Reproduce the following entries exactly, leaving nothing out.

Saved data entries
*****
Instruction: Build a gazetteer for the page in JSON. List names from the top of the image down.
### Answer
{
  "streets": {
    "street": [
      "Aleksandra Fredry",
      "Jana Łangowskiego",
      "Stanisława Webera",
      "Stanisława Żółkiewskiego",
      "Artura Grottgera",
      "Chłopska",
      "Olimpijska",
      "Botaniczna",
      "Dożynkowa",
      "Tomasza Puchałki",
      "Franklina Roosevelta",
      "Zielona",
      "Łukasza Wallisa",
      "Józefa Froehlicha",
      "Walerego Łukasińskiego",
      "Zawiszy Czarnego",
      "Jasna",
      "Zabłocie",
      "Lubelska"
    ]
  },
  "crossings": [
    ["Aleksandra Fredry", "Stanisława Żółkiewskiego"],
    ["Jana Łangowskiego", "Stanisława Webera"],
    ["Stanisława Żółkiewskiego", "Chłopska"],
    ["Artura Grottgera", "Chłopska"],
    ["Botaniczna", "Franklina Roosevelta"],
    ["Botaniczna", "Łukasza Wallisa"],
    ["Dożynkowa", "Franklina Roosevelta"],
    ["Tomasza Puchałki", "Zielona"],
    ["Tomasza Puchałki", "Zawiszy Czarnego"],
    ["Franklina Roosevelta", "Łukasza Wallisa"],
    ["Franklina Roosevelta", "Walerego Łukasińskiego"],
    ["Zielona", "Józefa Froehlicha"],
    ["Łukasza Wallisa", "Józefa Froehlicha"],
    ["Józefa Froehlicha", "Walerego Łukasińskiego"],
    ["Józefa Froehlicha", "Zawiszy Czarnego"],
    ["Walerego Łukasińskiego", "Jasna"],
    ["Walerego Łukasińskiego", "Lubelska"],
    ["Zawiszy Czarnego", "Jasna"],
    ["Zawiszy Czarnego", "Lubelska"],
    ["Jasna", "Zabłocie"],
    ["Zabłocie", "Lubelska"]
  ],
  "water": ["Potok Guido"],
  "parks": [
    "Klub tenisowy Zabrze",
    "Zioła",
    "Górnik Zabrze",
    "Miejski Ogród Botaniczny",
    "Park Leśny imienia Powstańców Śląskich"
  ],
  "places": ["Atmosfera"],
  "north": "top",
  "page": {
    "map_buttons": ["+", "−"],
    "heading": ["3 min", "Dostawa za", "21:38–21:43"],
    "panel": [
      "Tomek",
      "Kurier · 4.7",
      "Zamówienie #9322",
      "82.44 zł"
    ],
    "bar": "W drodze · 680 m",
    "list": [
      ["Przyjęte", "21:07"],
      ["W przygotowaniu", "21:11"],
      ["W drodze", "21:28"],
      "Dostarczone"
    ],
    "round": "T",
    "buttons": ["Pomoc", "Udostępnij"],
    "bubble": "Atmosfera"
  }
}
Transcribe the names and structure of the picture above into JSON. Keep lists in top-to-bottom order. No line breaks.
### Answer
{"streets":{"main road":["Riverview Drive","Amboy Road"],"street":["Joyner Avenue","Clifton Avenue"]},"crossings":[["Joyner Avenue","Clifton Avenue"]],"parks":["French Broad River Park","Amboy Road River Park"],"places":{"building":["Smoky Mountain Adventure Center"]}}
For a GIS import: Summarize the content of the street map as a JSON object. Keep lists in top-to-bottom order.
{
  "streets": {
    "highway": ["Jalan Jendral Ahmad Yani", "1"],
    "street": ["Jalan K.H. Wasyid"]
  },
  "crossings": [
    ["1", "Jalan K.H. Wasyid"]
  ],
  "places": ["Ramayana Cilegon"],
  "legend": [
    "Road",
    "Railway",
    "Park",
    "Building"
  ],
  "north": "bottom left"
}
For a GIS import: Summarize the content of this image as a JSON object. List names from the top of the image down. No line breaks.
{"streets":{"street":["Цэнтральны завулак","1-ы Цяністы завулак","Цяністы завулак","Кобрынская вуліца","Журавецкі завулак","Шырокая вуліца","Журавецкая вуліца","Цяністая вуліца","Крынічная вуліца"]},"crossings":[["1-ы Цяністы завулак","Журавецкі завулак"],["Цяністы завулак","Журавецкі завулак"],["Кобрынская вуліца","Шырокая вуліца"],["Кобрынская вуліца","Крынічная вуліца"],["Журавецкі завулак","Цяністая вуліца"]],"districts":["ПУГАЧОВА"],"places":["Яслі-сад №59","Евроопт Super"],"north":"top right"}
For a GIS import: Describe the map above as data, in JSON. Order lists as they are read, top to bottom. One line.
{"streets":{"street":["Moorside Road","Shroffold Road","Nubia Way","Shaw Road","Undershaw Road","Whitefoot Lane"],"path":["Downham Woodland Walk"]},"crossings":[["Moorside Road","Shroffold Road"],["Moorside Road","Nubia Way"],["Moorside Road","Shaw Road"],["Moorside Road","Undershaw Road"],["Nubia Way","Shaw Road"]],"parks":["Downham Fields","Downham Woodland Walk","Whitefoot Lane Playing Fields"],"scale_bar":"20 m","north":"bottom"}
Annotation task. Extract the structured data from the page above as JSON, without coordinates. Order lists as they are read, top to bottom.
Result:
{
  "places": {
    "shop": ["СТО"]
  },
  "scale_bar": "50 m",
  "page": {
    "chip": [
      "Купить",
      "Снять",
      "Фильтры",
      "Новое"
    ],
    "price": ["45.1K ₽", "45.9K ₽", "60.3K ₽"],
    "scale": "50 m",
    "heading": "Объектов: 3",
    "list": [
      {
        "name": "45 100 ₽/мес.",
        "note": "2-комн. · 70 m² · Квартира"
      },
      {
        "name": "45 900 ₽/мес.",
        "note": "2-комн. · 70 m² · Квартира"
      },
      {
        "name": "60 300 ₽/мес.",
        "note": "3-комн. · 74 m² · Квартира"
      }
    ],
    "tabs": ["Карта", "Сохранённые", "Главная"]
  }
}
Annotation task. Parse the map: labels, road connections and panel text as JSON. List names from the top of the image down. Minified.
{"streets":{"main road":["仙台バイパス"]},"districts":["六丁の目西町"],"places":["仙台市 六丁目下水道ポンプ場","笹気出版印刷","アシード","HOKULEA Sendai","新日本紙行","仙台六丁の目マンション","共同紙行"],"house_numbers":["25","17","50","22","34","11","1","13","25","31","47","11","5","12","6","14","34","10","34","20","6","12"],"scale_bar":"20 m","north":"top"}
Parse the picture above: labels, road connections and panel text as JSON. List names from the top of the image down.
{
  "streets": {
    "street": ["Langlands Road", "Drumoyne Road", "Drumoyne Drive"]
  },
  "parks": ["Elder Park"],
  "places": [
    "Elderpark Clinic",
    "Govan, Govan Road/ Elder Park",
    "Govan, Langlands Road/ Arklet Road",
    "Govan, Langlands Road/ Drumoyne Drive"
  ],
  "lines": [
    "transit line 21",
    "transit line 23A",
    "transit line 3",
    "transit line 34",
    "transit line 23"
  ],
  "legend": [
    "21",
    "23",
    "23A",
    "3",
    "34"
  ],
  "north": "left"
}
*****
Exercise response -
Instruction: Build a gazetteer for the page in JSON. List names from the top of the image down.
### Answer
{
  "streets": {
    "street": [
      "Aleksandra Fredry",
      "Jana Łangowskiego",
      "Stanisława Webera",
      "Stanisława Żółkiewskiego",
      "Artura Grottgera",
      "Chłopska",
      "Olimpijska",
      "Botaniczna",
      "Dożynkowa",
      "Tomasza Puchałki",
      "Franklina Roosevelta",
      "Zielona",
      "Łukasza Wallisa",
      "Józefa Froehlicha",
      "Walerego Łukasińskiego",
      "Zawiszy Czarnego",
      "Jasna",
      "Zabłocie",
      "Lubelska"
    ]
  },
  "crossings": [
    ["Aleksandra Fredry", "Stanisława Żółkiewskiego"],
    ["Jana Łangowskiego", "Stanisława Webera"],
    ["Stanisława Żółkiewskiego", "Chłopska"],
    ["Artura Grottgera", "Chłopska"],
    ["Botaniczna", "Franklina Roosevelta"],
    ["Botaniczna", "Łukasza Wallisa"],
    ["Dożynkowa", "Franklina Roosevelta"],
    ["Tomasza Puchałki", "Zielona"],
    ["Tomasza Puchałki", "Zawiszy Czarnego"],
    ["Franklina Roosevelta", "Łukasza Wallisa"],
    ["Franklina Roosevelta", "Walerego Łukasińskiego"],
    ["Zielona", "Józefa Froehlicha"],
    ["Łukasza Wallisa", "Józefa Froehlicha"],
    ["Józefa Froehlicha", "Walerego Łukasińskiego"],
    ["Józefa Froehlicha", "Zawiszy Czarnego"],
    ["Walerego Łukasińskiego", "Jasna"],
    ["Walerego Łukasińskiego", "Lubelska"],
    ["Zawiszy Czarnego", "Jasna"],
    ["Zawiszy Czarnego", "Lubelska"],
    ["Jasna", "Zabłocie"],
    ["Zabłocie", "Lubelska"]
  ],
  "water": ["Potok Guido"],
  "parks": [
    "Klub tenisowy Zabrze",
    "Zioła",
    "Górnik Zabrze",
    "Miejski Ogród Botaniczny",
    "Park Leśny imienia Powstańców Śląskich"
  ],
  "places": ["Atmosfera"],
  "north": "top",
  "page": {
    "map_buttons": ["+", "−"],
    "heading": ["3 min", "Dostawa za", "21:38–21:43"],
    "panel": [
      "Tomek",
      "Kurier · 4.7",
      "Zamówienie #9322",
      "82.44 zł"
    ],
    "bar": "W drodze · 680 m",
    "list": [
      ["Przyjęte", "21:07"],
      ["W przygotowaniu", "21:11"],
      ["W drodze", "21:28"],
      "Dostarczone"
    ],
    "round": "T",
    "buttons": ["Pomoc", "Udostępnij"],
    "bubble": "Atmosfera"
  }
}
Transcribe the names and structure of the picture above into JSON. Keep lists in top-to-bottom order. No line breaks.
### Answer
{"streets":{"main road":["Riverview Drive","Amboy Road"],"street":["Joyner Avenue","Clifton Avenue"]},"crossings":[["Joyner Avenue","Clifton Avenue"]],"parks":["French Broad River Park","Amboy Road River Park"],"places":{"building":["Smoky Mountain Adventure Center"]}}
For a GIS import: Summarize the content of the street map as a JSON object. Keep lists in top-to-bottom order.
{
  "streets": {
    "highway": ["Jalan Jendral Ahmad Yani", "1"],
    "street": ["Jalan K.H. Wasyid"]
  },
  "crossings": [
    ["1", "Jalan K.H. Wasyid"]
  ],
  "places": ["Ramayana Cilegon"],
  "legend": [
    "Road",
    "Railway",
    "Park",
    "Building"
  ],
  "north": "bottom left"
}
For a GIS import: Summarize the content of this image as a JSON object. List names from the top of the image down. No line breaks.
{"streets":{"street":["Цэнтральны завулак","1-ы Цяністы завулак","Цяністы завулак","Кобрынская вуліца","Журавецкі завулак","Шырокая вуліца","Журавецкая вуліца","Цяністая вуліца","Крынічная вуліца"]},"crossings":[["1-ы Цяністы завулак","Журавецкі завулак"],["Цяністы завулак","Журавецкі завулак"],["Кобрынская вуліца","Шырокая вуліца"],["Кобрынская вуліца","Крынічная вуліца"],["Журавецкі завулак","Цяністая вуліца"]],"districts":["ПУГАЧОВА"],"places":["Яслі-сад №59","Евроопт Super"],"north":"top right"}
For a GIS import: Describe the map above as data, in JSON. Order lists as they are read, top to bottom. One line.
{"streets":{"street":["Moorside Road","Shroffold Road","Nubia Way","Shaw Road","Undershaw Road","Whitefoot Lane"],"path":["Downham Woodland Walk"]},"crossings":[["Moorside Road","Shroffold Road"],["Moorside Road","Nubia Way"],["Moorside Road","Shaw Road"],["Moorside Road","Undershaw Road"],["Nubia Way","Shaw Road"]],"parks":["Downham Fields","Downham Woodland Walk","Whitefoot Lane Playing Fields"],"scale_bar":"20 m","north":"bottom"}
Annotation task. Extract the structured data from the page above as JSON, without coordinates. Order lists as they are read, top to bottom.
Result:
{
  "places": {
    "shop": ["СТО"]
  },
  "scale_bar": "50 m",
  "page": {
    "chip": [
      "Купить",
      "Снять",
      "Фильтры",
      "Новое"
    ],
    "price": ["45.1K ₽", "45.9K ₽", "60.3K ₽"],
    "scale": "50 m",
    "heading": "Объектов: 3",
    "list": [
      {
        "name": "45 100 ₽/мес.",
        "note": "2-комн. · 70 m² · Квартира"
      },
      {
        "name": "45 900 ₽/мес.",
        "note": "2-комн. · 70 m² · Квартира"
      },
      {
        "name": "60 300 ₽/мес.",
        "note": "3-комн. · 74 m² · Квартира"
      }
    ],
    "tabs": ["Карта", "Сохранённые", "Главная"]
  }
}
Annotation task. Parse the map: labels, road connections and panel text as JSON. List names from the top of the image down. Minified.
{"streets":{"main road":["仙台バイパス"]},"districts":["六丁の目西町"],"places":["仙台市 六丁目下水道ポンプ場","笹気出版印刷","アシード","HOKULEA Sendai","新日本紙行","仙台六丁の目マンション","共同紙行"],"house_numbers":["25","17","50","22","34","11","1","13","25","31","47","11","5","12","6","14","34","10","34","20","6","12"],"scale_bar":"20 m","north":"top"}
Parse the picture above: labels, road connections and panel text as JSON. List names from the top of the image down.
{
  "streets": {
    "street": ["Langlands Road", "Drumoyne Road", "Drumoyne Drive"]
  },
  "parks": ["Elder Park"],
  "places": [
    "Elderpark Clinic",
    "Govan, Govan Road/ Elder Park",
    "Govan, Langlands Road/ Arklet Road",
    "Govan, Langlands Road/ Drumoyne Drive"
  ],
  "lines": [
    "transit line 21",
    "transit line 23A",
    "transit line 3",
    "transit line 34",
    "transit line 23"
  ],
  "legend": [
    "21",
    "23",
    "23A",
    "3",
    "34"
  ],
  "north": "left"
}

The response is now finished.